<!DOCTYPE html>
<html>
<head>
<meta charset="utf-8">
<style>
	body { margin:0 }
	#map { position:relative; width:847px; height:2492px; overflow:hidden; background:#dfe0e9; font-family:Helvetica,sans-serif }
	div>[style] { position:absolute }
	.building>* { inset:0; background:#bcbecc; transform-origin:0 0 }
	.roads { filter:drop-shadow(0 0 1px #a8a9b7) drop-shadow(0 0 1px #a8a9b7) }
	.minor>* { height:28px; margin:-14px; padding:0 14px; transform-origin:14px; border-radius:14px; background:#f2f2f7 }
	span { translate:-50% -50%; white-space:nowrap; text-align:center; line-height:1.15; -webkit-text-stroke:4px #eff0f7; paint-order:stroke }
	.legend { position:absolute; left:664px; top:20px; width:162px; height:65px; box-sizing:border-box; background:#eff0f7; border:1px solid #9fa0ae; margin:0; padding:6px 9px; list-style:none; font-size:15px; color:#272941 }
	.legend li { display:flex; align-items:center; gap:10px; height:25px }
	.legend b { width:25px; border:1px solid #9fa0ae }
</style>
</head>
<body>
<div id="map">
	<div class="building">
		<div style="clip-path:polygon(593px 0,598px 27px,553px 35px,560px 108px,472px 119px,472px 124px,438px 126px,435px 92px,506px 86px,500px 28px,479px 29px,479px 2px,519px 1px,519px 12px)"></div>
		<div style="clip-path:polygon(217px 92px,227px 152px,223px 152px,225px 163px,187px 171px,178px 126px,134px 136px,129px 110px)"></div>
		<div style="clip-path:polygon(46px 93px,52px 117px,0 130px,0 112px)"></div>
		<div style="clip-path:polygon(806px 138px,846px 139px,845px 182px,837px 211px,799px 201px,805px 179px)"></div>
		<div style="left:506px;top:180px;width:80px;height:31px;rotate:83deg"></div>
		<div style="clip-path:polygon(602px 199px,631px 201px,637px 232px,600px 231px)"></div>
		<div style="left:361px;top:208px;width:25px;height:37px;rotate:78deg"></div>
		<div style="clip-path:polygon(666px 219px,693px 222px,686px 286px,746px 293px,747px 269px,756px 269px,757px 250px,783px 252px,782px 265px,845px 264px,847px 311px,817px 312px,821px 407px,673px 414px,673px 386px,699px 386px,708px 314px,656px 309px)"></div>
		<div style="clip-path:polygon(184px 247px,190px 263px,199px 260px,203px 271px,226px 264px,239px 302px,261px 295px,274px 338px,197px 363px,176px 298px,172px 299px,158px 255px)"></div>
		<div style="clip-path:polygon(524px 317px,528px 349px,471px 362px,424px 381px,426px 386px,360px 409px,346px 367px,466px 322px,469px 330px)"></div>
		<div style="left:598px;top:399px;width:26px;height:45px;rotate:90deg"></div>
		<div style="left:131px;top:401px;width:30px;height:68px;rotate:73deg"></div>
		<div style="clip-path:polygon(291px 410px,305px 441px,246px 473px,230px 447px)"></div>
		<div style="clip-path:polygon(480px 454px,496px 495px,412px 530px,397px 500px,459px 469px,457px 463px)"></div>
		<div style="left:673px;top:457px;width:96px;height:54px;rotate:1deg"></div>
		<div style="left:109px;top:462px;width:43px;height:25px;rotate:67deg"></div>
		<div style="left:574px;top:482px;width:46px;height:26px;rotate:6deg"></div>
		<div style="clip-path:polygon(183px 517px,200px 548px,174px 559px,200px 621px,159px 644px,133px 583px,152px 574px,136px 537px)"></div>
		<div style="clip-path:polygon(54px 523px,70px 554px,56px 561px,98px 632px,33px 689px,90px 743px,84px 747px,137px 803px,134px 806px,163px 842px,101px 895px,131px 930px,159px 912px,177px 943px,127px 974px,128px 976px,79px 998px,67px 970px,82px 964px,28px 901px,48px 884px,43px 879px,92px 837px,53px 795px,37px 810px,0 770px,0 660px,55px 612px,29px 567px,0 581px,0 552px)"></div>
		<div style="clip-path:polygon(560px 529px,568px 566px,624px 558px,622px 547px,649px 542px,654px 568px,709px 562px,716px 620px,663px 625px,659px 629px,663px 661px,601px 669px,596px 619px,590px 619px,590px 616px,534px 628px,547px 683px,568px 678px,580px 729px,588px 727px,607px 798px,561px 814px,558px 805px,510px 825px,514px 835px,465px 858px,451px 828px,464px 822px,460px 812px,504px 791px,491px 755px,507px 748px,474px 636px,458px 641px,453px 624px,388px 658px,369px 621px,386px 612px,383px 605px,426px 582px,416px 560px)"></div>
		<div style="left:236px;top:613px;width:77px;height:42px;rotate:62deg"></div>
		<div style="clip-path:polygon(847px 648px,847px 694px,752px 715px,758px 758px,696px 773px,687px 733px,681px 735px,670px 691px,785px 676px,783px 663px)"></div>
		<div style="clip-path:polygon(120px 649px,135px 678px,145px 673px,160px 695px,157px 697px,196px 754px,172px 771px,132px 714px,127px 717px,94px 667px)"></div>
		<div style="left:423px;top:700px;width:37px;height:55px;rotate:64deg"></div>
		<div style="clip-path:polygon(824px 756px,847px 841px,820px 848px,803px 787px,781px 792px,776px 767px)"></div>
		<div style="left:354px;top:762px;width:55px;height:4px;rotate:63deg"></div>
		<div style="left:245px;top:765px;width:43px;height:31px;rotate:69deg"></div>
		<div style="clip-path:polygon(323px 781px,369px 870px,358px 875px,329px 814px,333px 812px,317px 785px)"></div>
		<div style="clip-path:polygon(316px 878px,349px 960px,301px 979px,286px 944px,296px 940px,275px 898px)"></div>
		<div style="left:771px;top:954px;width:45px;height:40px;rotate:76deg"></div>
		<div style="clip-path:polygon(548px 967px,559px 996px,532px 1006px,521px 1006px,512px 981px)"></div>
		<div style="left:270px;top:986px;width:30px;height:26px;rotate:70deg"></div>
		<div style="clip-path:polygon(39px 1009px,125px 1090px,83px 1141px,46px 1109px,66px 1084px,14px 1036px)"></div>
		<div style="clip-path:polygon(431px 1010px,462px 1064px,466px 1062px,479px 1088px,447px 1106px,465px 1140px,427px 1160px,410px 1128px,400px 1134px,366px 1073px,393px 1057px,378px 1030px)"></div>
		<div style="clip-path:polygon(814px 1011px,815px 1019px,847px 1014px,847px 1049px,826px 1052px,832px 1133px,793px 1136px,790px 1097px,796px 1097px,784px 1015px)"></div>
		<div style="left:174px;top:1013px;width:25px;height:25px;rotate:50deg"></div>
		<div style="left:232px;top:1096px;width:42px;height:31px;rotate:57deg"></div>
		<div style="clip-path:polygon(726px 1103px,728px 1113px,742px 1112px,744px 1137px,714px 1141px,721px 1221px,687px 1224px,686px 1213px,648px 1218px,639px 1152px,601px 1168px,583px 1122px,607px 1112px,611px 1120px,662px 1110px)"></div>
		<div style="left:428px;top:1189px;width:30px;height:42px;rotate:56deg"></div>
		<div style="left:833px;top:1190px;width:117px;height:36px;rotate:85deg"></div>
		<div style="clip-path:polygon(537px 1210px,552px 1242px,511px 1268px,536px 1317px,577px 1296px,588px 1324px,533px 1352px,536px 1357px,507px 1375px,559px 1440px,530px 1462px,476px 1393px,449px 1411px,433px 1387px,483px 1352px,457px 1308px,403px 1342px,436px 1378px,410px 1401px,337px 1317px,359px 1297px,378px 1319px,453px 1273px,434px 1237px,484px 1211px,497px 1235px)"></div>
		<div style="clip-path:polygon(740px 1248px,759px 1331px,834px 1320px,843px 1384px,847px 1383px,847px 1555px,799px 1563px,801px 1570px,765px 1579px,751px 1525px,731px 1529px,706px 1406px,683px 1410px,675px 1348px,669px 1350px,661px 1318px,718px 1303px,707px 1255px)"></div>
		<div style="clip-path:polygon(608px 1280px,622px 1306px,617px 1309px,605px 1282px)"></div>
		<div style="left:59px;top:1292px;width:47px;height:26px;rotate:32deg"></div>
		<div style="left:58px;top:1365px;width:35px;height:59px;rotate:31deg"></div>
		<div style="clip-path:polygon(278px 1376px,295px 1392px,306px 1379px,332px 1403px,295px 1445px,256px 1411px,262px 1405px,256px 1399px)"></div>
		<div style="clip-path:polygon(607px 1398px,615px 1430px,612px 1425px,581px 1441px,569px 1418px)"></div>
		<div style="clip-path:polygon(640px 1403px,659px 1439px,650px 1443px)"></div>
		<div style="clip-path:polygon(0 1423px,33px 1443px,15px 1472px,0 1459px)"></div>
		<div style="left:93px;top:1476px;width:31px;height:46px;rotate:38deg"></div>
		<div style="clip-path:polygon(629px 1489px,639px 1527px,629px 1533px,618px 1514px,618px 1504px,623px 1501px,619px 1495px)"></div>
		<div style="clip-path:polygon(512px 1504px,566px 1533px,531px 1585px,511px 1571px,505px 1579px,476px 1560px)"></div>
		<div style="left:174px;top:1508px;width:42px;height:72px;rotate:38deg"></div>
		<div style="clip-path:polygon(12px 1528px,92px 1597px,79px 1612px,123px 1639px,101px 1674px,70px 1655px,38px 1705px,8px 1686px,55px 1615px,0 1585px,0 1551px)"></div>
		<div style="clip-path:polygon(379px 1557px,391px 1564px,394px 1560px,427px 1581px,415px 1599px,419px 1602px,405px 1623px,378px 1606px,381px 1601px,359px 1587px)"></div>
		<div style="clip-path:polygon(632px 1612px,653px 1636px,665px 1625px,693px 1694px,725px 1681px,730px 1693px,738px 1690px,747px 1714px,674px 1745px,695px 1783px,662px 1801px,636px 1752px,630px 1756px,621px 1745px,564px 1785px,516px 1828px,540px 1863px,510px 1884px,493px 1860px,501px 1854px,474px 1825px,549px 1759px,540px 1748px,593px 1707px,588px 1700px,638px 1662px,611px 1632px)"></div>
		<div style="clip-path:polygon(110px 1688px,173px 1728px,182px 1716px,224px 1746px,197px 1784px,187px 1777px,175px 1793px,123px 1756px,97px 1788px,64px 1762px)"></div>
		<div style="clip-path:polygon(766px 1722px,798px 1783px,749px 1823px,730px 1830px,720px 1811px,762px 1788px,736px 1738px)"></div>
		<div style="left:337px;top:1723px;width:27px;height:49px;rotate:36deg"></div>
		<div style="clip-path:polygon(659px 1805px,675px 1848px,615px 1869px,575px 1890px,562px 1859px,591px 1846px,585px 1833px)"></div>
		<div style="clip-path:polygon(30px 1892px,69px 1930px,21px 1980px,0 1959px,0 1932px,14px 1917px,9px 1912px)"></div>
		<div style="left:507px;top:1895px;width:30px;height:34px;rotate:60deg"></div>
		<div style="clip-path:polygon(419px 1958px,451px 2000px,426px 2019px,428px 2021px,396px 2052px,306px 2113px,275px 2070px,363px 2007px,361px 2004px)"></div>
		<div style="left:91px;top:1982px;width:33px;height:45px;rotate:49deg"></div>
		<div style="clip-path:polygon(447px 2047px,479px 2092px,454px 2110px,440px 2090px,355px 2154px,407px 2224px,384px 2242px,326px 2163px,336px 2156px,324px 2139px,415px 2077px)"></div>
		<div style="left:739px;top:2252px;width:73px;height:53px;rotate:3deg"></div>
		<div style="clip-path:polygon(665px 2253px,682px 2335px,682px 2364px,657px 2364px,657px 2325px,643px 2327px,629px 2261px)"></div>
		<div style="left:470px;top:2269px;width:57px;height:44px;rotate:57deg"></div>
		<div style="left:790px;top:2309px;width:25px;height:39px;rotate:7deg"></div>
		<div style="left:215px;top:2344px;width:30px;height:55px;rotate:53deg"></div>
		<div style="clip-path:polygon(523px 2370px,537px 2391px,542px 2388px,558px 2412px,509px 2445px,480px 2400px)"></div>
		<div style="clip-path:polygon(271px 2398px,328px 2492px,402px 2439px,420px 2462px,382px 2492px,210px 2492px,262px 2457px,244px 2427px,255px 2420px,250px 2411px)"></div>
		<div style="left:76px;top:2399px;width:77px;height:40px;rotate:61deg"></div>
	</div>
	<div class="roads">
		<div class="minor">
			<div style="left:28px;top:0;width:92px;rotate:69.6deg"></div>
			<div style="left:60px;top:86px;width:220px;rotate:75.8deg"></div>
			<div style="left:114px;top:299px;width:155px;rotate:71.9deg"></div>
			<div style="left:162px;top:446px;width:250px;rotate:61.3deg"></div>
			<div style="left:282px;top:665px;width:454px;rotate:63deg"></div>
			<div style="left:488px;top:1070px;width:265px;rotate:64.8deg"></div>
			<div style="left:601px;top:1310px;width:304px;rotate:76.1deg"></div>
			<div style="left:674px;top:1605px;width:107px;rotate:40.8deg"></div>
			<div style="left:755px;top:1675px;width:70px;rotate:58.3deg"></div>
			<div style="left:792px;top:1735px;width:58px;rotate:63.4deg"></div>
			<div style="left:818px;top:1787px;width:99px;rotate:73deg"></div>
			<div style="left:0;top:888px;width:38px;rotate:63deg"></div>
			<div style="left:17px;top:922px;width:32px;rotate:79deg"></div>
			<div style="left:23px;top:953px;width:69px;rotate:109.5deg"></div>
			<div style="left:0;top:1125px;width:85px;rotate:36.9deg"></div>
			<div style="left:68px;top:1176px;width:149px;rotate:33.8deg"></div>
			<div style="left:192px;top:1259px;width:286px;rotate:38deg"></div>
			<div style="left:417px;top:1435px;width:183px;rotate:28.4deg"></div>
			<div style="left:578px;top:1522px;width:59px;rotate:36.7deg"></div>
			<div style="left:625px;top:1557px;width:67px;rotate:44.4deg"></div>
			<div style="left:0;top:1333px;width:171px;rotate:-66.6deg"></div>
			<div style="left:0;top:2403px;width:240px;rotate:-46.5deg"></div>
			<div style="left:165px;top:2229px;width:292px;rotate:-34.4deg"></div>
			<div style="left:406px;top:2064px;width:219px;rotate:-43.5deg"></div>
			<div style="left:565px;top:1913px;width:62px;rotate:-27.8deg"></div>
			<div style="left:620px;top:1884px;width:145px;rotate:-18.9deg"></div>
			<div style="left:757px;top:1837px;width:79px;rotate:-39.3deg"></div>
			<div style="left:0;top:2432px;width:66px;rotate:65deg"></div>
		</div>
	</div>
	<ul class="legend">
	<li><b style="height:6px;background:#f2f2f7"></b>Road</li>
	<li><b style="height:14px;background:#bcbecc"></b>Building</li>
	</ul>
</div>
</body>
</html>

_Required action_
When a line contains the string "font", copy it from the records.

_Exercise output_
	#map { position:relative; width:847px; height:2492px; overflow:hidden; background:#dfe0e9; font-family:Helvetica,sans-serif }
	.legend { position:absolute; left:664px; top:20px; width:162px; height:65px; box-sizing:border-box; background:#eff0f7; border:1px solid #9fa0ae; margin:0; padding:6px 9px; list-style:none; font-size:15px; color:#272941 }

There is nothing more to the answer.